▶ _Instructions for the task_:
Across the listing, how many lines contain "minor"? The reply is the number alone.

▶ _Material provided_:
************
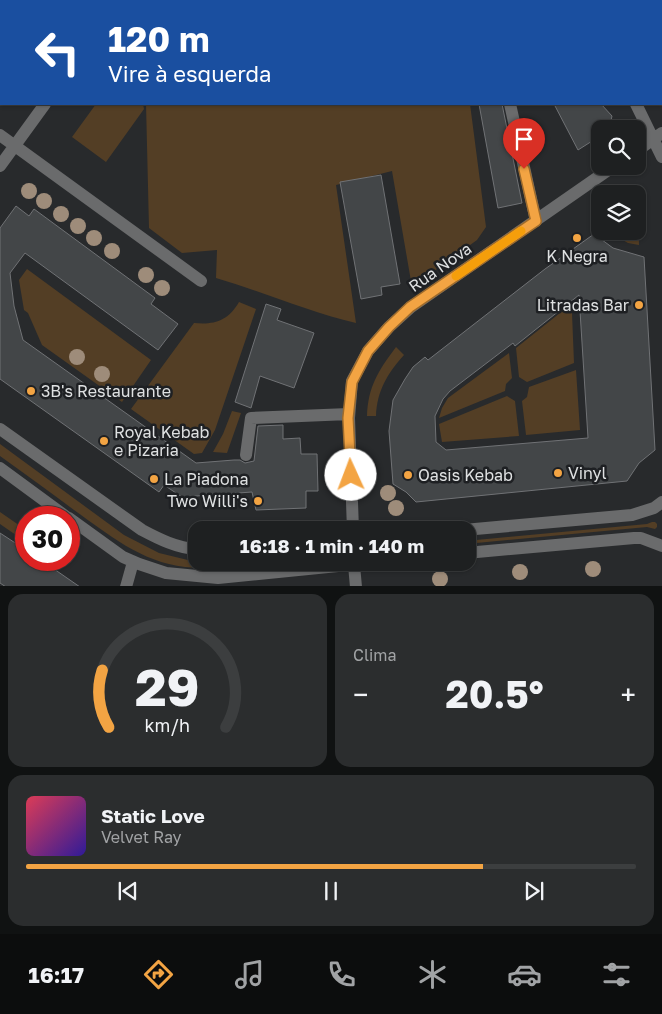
<!DOCTYPE html>
<html lang="pt">
<head>
<meta charset="utf-8">
<style>
	body { margin:0; font-family:"Golos Text",sans-serif; background:#2b2d2e; color:#f1f3f6; height:100vh; display:flex; flex-direction:column; font-size:19px; white-space:nowrap }
	* { box-sizing:border-box; margin:0 }
	p { font-size:16px; color:#a1a3a5 }
	.icon { flex:none; width:28px; height:28px; fill:none; stroke:currentColor; stroke-width:2; stroke-linecap:round; stroke-linejoin:round }
	.map { position:relative; height:586px; overflow:hidden }
	.drawer { display:flex; flex-direction:column; gap:8px; padding:8px; background:#101212; flex:1 }
	.drawer>* { flex:none }
	.banner { position:absolute; left:0px; top:0px; width:662px; height:105px; box-shadow:0 1px 4px #0004,0 0 0 1px #3c3e3f; background:#1a4fa0; color:#fff; overflow:hidden }
	.controls { position:absolute; left:591px; top:120px; display:grid; gap:10px }
	.controls a { display:grid; place-items:center; width:55px; height:55px; border-radius:10px; background:#1e2021; box-shadow:0 1px 4px #0004,0 0 0 1px #3c3e3f; font-size:25px }
	.speed { position:absolute; left:15px; top:506px; display:flex; gap:10px; font-size:25px; font-weight:700; text-align:center }
	.speed>* { display:grid; place-content:center; width:65px; height:65px; border-radius:50%; background:#1e2021; box-shadow:0 1px 4px #0004,0 0 0 1px #3c3e3f; line-height:1 }
	.speed .limit { border:8px solid #d22; background:#fff; color:#111 }
	.pin { position:absolute; display:grid; place-items:center; width:42px; height:42px; color:#fff; margin:-51px -21px; border-radius:50% 50% 50% 0; rotate:-45deg; box-shadow:0 0 5px #0007 }
	.pin .icon { rotate:45deg }
	.me { position:absolute; width:55px; margin:-28px; rotate:358deg; stroke-linejoin:round; filter:drop-shadow(0 0 4px #0008) }
	.turn { display:flex; align-items:center; gap:18px; height:105px; padding:0 25px; font-size:22px }
	.turn .icon { width:65px; height:65px; stroke-width:2.5 }
	.turn b { display:block; font-size:35px; line-height:42px }
	.big { font-size:38px; font-weight:700; line-height:1.1 }
	.drawer .card { flex:1; display:flex; flex-direction:column; justify-content:center; gap:8px; min-width:0; padding:0 18px; border-radius:15px; background:#2b2d2e }
	.drawer .dial { align-items:center; gap:0 }
	.dial svg { height:130px; overflow:visible; fill:none; stroke:#3c3e3f; stroke-width:7; stroke-linecap:round; text-anchor:middle }
	.dial text { fill:#f1f3f6; stroke:none }
	.song { display:flex; align-items:center; gap:15px }
	.cover { width:60px; height:60px; border-radius:8px; background:linear-gradient(135deg,hsl(350 70% 55%),hsl(250 70% 35%)) }
	.played { height:5px; border-radius:2px; background:linear-gradient(90deg,#f3a443 75%,#3c3e3f 75%) }
	.keys { display:flex; justify-content:space-around; direction:ltr }
	.heat { display:flex; justify-content:space-between; align-items:center; font-size:28px; direction:ltr }
	.drawer .tiles { flex:1; display:grid; gap:8px; grid-template-columns:1fr 1fr }
	.card:last-child { grid-column:span 2 }
	.trip { position:absolute; left:188px; top:521px; width:288px; height:50px; border-radius:15px; background:#1e2021; box-shadow:0 1px 4px #0004,0 0 0 1px #3c3e3f; font-weight:700; line-height:50px; text-align:center }
	.dock { display:flex; height:80px; justify-content:space-around; align-items:center; background:#0c0d0d; color:#a1a3a5 }
	.dock .icon { width:35px; height:35px }
	.dock .active { color:#f3a443 }
	.dock b { font-size:22px; color:#f1f3f6 }
	.map>svg:first-child { display:block }
	.green { fill:#533e25 }
	.building { fill:#434648; stroke:#707275; fill-rule:evenodd }
	.lines { fill:none; stroke-linecap:round; stroke-linejoin:round }
	.minor { stroke:#6a6b6c; stroke-width:12 }
	.tree { fill:#9e8c7a }
	.route-casing { stroke:#9e6b2c; stroke-width:12 }
	.route { stroke:#f3a443; stroke-width:9 }
	.slow { stroke:#f59e0b; stroke-width:9 }
	.poi-dot { fill:#f3a443; stroke:#1e2023; stroke-width:2 }
	.labels { text-anchor:middle; dominant-baseline:central; stroke-width:5; stroke-linejoin:round; paint-order:stroke }
	.poi-label { font-size:16px; fill:#dfe1e2; stroke:#1e2023; text-anchor:start }
	.street-label { font-size:16px; fill:#dfe1e2; stroke:#1e2023 }
</style>
</head>
<body>
<div class="map">
<svg width="662" height="587" viewBox="0 0 662 587">
	<rect width="100%" height="100%" fill="#282a2c"/>
	<!-- green -->
	<path class="green" d="M146,0H442V1H146Z
		M96,104H143L144,109L106,162L72,137Z
		M146,104H470L486,227L477,240L412,287L392,171L336,185L356,323C309,312 264,292 216,278L217,250L182,253L149,228Z
		M638,211L639,245L628,243L607,231H638Z
		M27,269L151,360L122,402L42,345L28,313L24,310L19,280Z
		M239,302L256,309L215,430L202,453L194,454L131,409L194,323C214,325 228,321 239,302Z
		M565,309L572,313L574,363L527,382L519,377L516,348Z
		M396,347L404,355C387,374 377,391 376,416H367C368,387 378,371 396,347Z
		M509,353L512,378L506,384L505,391L439,418L442,408L448,398Z
		M576,370L580,430L526,435L522,401L527,397L529,387Z
		M507,396L515,401L519,436L442,442L439,424Z
		M232,411L241,413L227,453L213,452L223,434Z
		M0,444L124,535L159,553L196,562L261,563C236,565 210,569 185,567C141,562 108,534 74,510C50,492 25,474 0,456Z
		M0,512L26,530V542L0,524Z
		M652,522H655L657,524V527L655,529L647,527L466,544V541L647,524Z"/>
	<!-- building -->
	<path class="building" d="M479,104H502L522,203L498,208Z
		M554,104H601L612,116L609,129H600V136L578,150Z
		M381,175L400,284L381,287L382,295L361,299L340,182Z
		M16,206L29,216L34,209L155,298L151,304L178,324L158,350L25,253L10,273L14,306L23,340L196,463L234,460H240L245,463L254,461L258,426L283,425V439L300,438L301,454H317L318,491H306V508L256,510L252,492L182,497L164,485L159,492L0,379V228Z
		M594,234L613,248L644,257L655,450L639,463L627,481L416,502L406,492L393,484L389,431L393,400L405,379L413,367L425,357L428,360L545,269ZM579,295L588,438L446,450L436,442L435,416L443,399L450,391L513,343L515,346Z
		M266,304L281,309L277,320L314,333L294,388L260,376L251,408L235,402Z
		M0,533L26,550V560H41L80,587H6L0,583Z"/>
	<g class="lines">
		<!-- minor -->
		<path class="minor" d="M488,0L489,1
			M593,0L594,1
			M120,1L121,0
			M661,94H662
			M510,104L536,221
			M636,104L662,157
			M0,135L201,281
			M638,150L662,133
			M0,166L45,104
			M0,429L142,530C159,539 177,548 196,549
			M246,455L251,418L349,414
			M0,468L68,518
			M69,518L123,557L139,564L166,573L218,578L378,562
			M353,530L349,418L352,381L368,351L389,327L411,307L614,166
			M464,530L632,515L654,508L662,502
			M466,553L634,538H641L662,546
			M354,565L356,587
			M126,587L133,562"/>
	</g>
	<!-- trees -->
	<g class="tree">
		<circle cx="29" cy="191" r="8"/>
		<circle cx="44" cy="201" r="8"/>
		<circle cx="61" cy="214" r="8"/>
		<circle cx="78" cy="226" r="8"/>
		<circle cx="94" cy="238" r="8"/>
		<circle cx="112" cy="251" r="8"/>
		<circle cx="146" cy="275" r="8"/>
		<circle cx="162" cy="288" r="8"/>
		<circle cx="77" cy="357" r="8"/>
		<circle cx="102" cy="374" r="8"/>
		<circle cx="388" cy="493" r="8"/>
		<circle cx="396" cy="508" r="8"/>
		<circle cx="593" cy="569" r="8"/>
		<circle cx="520" cy="572" r="8"/>
		<circle cx="440" cy="579" r="8"/>
	</g>
	<g class="lines">
		<defs>
			<path id="route" d="M351,475L348,418L352,382L368,351L389,327L410,307L536,221L524,169"/>
		</defs>
		<!-- route casing -->
		<use href="#route" class="route-casing"/>
		<!-- route -->
		<use href="#route" class="route"/>
		<!-- slow -->
		<path class="slow" d="M456,276L521,231"/>
	</g>
	<!-- markers -->
	<g class="poi-dot">
		<circle cx="577" cy="238" r="5"/>
		<circle cx="639" cy="305" r="5"/>
		<circle cx="31" cy="391" r="5"/>
		<circle cx="104" cy="441" r="5"/>
		<circle cx="558" cy="473" r="5"/>
		<circle cx="408" cy="475" r="5"/>
		<circle cx="154" cy="479" r="5"/>
		<circle cx="258" cy="501" r="5"/>
	</g>
	<g class="labels">
		<!-- poi labels -->
		<g class="poi-label">
			<text x="577" y="256" text-anchor="middle">K Negra</text>
			<text x="629" y="305" text-anchor="end">Litradas Bar</text>
			<text x="41" y="391">3B's Restaurante</text>
			<text x="114" y="432">Royal Kebab<tspan x="114" dy="18">e Pizaria</tspan></text>
			<text x="568" y="473">Vinyl</text>
			<text x="418" y="475">Oasis Kebab</text>
			<text x="164" y="479">La Piadona</text>
			<text x="248" y="501" text-anchor="end">Two Willi's</text>
		</g>
		<!-- street labels -->
		<g class="street-label">
			<text transform="translate(440 267) rotate(-35)">Rua Nova</text>
		</g>
	</g>
</svg>
<div class="controls">
<a><svg class="icon" aria-label="search" viewBox="0 0 24 24"><circle cx="10" cy="10" r="6"/><path d="M15 15l6 6"/></svg></a>
<a><svg class="icon" aria-label="layers" viewBox="0 0 24 24"><path d="M12 4l9 5-9 5-9-5zM3 14l9 5 9-5"/></svg></a>
</div>
<div class="speed"><div class="limit">30</div></div>
<div class="pin" style="left:524px;top:169px;background:#d93025"><svg class="icon" aria-label="arrive" viewBox="0 0 24 24"><path d="M6 21V4h12l-3 4 3 4H6"/></svg></div>
<svg class="me" style="left:351px;top:475px" viewBox="-20 -20 40 40"><circle r="19" fill="#fff"/><path d="M0-13L10 11 0 6-10 11z" fill="#f3a443"/></svg>
<div class="trip">16:18 · 1 min · 140 m</div>
<div class="banner">
<div class="turn"><svg class="icon" aria-label="left" viewBox="0 0 24 24"><path d="M17 20v-9H6M10 6l-5 5 5 5"/></svg><div><b>120 m</b>Vire à esquerda</div></div>
</div>
</div>
<section class="drawer">
<div class="tiles">
<div class="card dial"><svg viewBox="0 0 100 80">
<path d="M14 69A42 42 0 1 1 86 69"/>
<path d="M14 69A42 42 0 0 1 10 34" stroke="#f3a443"/>
<text x="50" y="56" font-size="32" font-weight="700">29</text>
<text x="50" y="72" font-size="11">km/h</text>
</svg></div>
<div class="card"><p>Clima</p>
<div class="heat"><a>−</a><b class="big">20.5°</b><a>+</a></div>
</div>
<div class="card">
<div class="song"><i class="cover"></i><div><b>Static Love</b><p>Velvet Ray</p></div></div>
<div class="played"></div>
<div class="keys"><svg class="icon" aria-label="previous" viewBox="0 0 24 24"><path d="M18 5L8 12l10 7zM5 5v14"/></svg><svg class="icon" aria-label="pause" viewBox="0 0 24 24"><path d="M8 5v14M16 5v14"/></svg><svg class="icon" aria-label="next" viewBox="0 0 24 24"><path d="M6 5l10 7-10 7zM19 5v14"/></svg></div>
</div>
</div>
</section>
<nav class="dock">
<b>16:17</b>
<svg class="icon active" aria-label="directions" viewBox="0 0 24 24"><path d="M12 3l9 9-9 9-9-9zM9 14v-3h6M13 9l2 2-2 2"/></svg>
<svg class="icon" aria-label="music" viewBox="0 0 24 24"><path d="M9 18V5l10-2v13"/><circle cx="6" cy="18" r="3"/><circle cx="16" cy="16" r="3"/></svg>
<svg class="icon" aria-label="phone" viewBox="0 0 24 24"><path d="M5 4h4l2 5-3 2q2 4 5 5l2-3 5 2v4C11 20 4 13 5 4z"/></svg>
<svg class="icon" aria-label="climate" viewBox="0 0 24 24"><path d="M12 3v18M4 7l16 10M4 17L20 7"/></svg>
<svg class="icon" aria-label="car" viewBox="0 0 24 24"><path d="M5 17H2v-5l4-1 3-4h7l3 4 3 1v5h-3M9 17h6M6 11h13"/><circle cx="7" cy="17" r="2"/><circle cx="17" cy="17" r="2"/></svg>
<svg class="icon" aria-label="filters" viewBox="0 0 24 24"><path d="M4 7h16M4 17h16"/><circle cx="9" cy="7" r="2"/><circle cx="15" cy="17" r="2"/></svg>
</nav>
</body>
</html>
************
▶ _Response_:
3